Chocolate Zucchini Cake

An American friend once explained to me that nobody ever locks their car in her small town… except when it’s zucchini season. Leave your door unlocked then, and you risk coming back to find a crate of zucchini left on your passenger seat.

You see, zucchini plants grow with supernatural vigor, and when harvest season comes around, gardeners are overloaded with their crop, so they’re desperately seeking ways to use it productively.

Chocolate & Zucchini Cake To The Rescue!

And one of the popular uses of a zucchini glut — aside from abandoning it on the steps of the church — is baking quick breads and cakes, including chocolate and zucchini cake, because everything tastes better with chocolate, even zucchini.
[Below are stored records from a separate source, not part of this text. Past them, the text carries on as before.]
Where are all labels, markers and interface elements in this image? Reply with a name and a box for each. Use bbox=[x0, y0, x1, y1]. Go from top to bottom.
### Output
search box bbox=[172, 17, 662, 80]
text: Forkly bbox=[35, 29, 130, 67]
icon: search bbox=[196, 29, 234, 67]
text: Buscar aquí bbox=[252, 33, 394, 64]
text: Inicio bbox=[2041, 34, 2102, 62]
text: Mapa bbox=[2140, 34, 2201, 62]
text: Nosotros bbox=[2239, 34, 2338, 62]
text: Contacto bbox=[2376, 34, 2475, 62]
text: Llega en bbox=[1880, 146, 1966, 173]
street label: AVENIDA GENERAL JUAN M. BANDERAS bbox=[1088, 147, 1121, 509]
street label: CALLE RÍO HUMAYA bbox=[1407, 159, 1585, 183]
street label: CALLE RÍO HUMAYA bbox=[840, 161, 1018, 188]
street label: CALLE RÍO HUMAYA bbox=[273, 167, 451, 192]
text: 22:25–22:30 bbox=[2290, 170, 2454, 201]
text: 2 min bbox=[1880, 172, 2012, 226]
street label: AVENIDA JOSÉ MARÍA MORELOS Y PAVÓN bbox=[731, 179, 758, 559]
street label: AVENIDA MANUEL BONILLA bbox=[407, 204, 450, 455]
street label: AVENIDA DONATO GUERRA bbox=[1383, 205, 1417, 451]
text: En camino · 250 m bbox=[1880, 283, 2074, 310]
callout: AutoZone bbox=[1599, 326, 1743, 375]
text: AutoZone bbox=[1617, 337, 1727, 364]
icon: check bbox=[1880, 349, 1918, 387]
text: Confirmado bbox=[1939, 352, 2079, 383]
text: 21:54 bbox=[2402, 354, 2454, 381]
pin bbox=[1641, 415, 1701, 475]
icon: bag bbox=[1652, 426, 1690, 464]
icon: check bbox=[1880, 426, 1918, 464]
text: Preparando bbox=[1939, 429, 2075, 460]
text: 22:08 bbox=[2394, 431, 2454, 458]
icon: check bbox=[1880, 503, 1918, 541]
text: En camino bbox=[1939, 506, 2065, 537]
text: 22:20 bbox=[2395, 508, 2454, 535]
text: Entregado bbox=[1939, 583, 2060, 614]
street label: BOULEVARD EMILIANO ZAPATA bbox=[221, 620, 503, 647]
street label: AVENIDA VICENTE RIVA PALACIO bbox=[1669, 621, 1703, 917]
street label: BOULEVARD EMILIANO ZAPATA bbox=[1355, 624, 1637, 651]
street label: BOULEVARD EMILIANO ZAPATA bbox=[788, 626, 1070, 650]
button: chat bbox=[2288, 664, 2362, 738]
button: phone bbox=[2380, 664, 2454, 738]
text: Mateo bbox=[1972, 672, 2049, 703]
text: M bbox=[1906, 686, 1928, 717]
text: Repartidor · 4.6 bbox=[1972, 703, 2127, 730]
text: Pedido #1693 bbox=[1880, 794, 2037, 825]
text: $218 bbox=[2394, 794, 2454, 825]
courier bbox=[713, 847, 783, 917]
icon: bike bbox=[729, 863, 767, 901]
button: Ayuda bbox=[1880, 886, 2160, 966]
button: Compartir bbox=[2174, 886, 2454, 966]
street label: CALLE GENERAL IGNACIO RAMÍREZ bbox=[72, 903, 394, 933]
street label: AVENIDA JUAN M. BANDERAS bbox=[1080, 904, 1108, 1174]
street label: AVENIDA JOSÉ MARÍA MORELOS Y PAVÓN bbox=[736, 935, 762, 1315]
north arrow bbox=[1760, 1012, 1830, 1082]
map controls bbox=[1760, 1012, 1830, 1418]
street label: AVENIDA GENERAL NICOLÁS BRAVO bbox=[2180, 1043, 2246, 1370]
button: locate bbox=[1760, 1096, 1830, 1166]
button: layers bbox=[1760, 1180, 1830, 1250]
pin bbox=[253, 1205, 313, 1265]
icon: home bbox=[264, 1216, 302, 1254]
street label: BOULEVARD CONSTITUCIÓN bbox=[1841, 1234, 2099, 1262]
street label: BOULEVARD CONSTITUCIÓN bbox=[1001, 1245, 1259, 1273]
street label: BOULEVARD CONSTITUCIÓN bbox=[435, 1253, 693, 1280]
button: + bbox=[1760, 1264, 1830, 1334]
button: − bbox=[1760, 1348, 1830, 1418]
I myself did not pick the name of my blog in reference to this cake: I chose it to illustrate the two sides of my culinary personality, my love of fresh, seasonal produce as well as my appreciation for desserts. But knowing about this zucchini baking tradition, I couldn’t not have a Chocolate & Zucchini Cake in my repertoire.

I am not a gardener myself, so I just get my zucchini from the greenmarket, and over the years and the batches, I have tweaked my Chocolate & Zucchini Cake recipe to get it just right for my taste.

It produces a delightfully fluffy cake with a crisp outer crust. The advantage of using grated zucchini in the batter is that it provides extra moisture, allowing you to reduce the overall amount of butter — not that there’s anything wrong with butter, but this cake feels less heavy than most. And there is no way anyone can taste the zucchini in there, as the strands meld with the batter and disappear.

In addition to being a deep and beautiful shade of brown, this chocolate zucchini cake has a voluptuous chocolate flavor. We can thank the cocoa powder and chocolate chunks for that, and also the dash of coffee. This is a trick that my grandmother taught me, and it’s a good one to keep in mind for any chocolate cake; you can’t identify the coffee as such, but it makes the flavor of the chocolate that much more vivid.

Got zucchini? Here are more ideas to use it:
Zucchini Tarte Fine,
Oven-Roasted Ratatouille,
Zucchini Noodle Salad.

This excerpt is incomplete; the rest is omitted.